Однако прошло всего-то несколько дней, быть может неделя, как отец втайне от дочери рассказал жене Клеодонии о странном сне, что привиделся ему вскоре после того раздора. Сонм ангелов явился к нему во сне в окружении неземного свечения. Опускались они, словно снег, – медленно, торжественно. Пахло ладаном. И звук пастушьей свирели сопровождал их полет. А вскоре явился ему Христос. Ничего не поясняя, не называясь по имени, Он будто начертал Свое имя в стариковском сердце навек. Христос был непостижим.
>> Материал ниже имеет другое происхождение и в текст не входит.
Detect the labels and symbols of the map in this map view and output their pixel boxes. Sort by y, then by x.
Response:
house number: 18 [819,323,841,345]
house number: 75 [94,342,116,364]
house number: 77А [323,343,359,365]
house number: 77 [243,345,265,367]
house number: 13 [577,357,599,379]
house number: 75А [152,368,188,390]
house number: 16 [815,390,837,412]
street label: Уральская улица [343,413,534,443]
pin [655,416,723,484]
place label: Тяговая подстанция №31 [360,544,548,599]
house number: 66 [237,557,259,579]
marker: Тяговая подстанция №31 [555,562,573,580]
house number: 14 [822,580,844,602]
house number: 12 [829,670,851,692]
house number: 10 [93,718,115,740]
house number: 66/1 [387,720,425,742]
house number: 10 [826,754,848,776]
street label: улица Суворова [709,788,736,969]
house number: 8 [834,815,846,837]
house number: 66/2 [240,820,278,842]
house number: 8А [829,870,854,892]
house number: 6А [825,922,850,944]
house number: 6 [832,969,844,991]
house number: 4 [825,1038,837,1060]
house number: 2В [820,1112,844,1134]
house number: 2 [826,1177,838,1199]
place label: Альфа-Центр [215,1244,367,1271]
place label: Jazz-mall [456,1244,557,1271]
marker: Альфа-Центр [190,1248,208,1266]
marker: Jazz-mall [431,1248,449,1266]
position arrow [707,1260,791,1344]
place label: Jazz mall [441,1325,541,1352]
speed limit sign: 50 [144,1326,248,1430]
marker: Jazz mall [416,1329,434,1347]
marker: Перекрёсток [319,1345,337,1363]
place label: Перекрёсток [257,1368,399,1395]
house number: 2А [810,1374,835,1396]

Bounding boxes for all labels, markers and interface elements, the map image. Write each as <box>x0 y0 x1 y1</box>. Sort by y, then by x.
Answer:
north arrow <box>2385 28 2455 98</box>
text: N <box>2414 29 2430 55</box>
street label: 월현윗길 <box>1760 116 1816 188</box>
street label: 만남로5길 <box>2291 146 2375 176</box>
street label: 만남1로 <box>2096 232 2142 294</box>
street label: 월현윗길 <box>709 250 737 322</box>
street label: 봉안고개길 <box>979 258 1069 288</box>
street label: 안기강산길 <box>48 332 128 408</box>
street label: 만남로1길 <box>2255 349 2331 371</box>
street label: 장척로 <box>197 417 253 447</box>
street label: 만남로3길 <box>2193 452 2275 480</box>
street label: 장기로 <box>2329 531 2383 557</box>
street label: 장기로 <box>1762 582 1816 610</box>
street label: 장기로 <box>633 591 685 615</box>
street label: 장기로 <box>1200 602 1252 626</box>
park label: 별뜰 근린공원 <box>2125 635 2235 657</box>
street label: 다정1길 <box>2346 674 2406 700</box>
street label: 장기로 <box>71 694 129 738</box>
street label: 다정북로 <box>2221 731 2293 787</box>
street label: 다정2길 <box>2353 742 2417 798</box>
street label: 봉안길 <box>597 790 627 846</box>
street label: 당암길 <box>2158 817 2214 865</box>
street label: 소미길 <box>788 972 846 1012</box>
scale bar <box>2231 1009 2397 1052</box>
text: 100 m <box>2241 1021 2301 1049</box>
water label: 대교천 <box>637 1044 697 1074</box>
Глядел в душу старца преисполненным любви чистым взором, и душа Едесия купалась в этой любви. И возрождалась вновь. «Приидите ко Мне, – молвил Христос, – и Я дам вам Царствие Небесное». Повторяя эти слова для Клеодонии, старик вновь преображался и вновь купался в любви Спасителя, которого не знал, о житии Его судил понаслышке и уж совершенно определенно в Него не верил.
– Утром ко мне пришли крамольные мысли, – продолжал делиться с женой самым сокровенным Едесий, – а что, если дочка права? Ведь наши идолы сделаны руками человеческими и не имеют ни души, ни дыхания, а потому – каким образом они могут быть нашими богами?
Тем же вечером, по настоянию старика и к вящему удивлению дочери, направились они в храм всей семьей. Само их явление, смиренное внимание и почтительность вызвали доброжелательные взгляды прихожан, а у иных даже слезы умиления. Жрец языческий отворял дверь в дом Господа. Припадал к страстным Его ризам. Одноглазый дьякон заметил семейство одним из первых. Зрачок его единственный излучал лучезарную радость, а сам Феликс вновь кланялся неустанно. Обнимал радушно вошедших, точно был с ними в родстве либо долгой дружбе. Указал дланью путь к самодельному алтарю, возле которого, растворяя руки для дружеского объятия, поджидал епископ Анфим.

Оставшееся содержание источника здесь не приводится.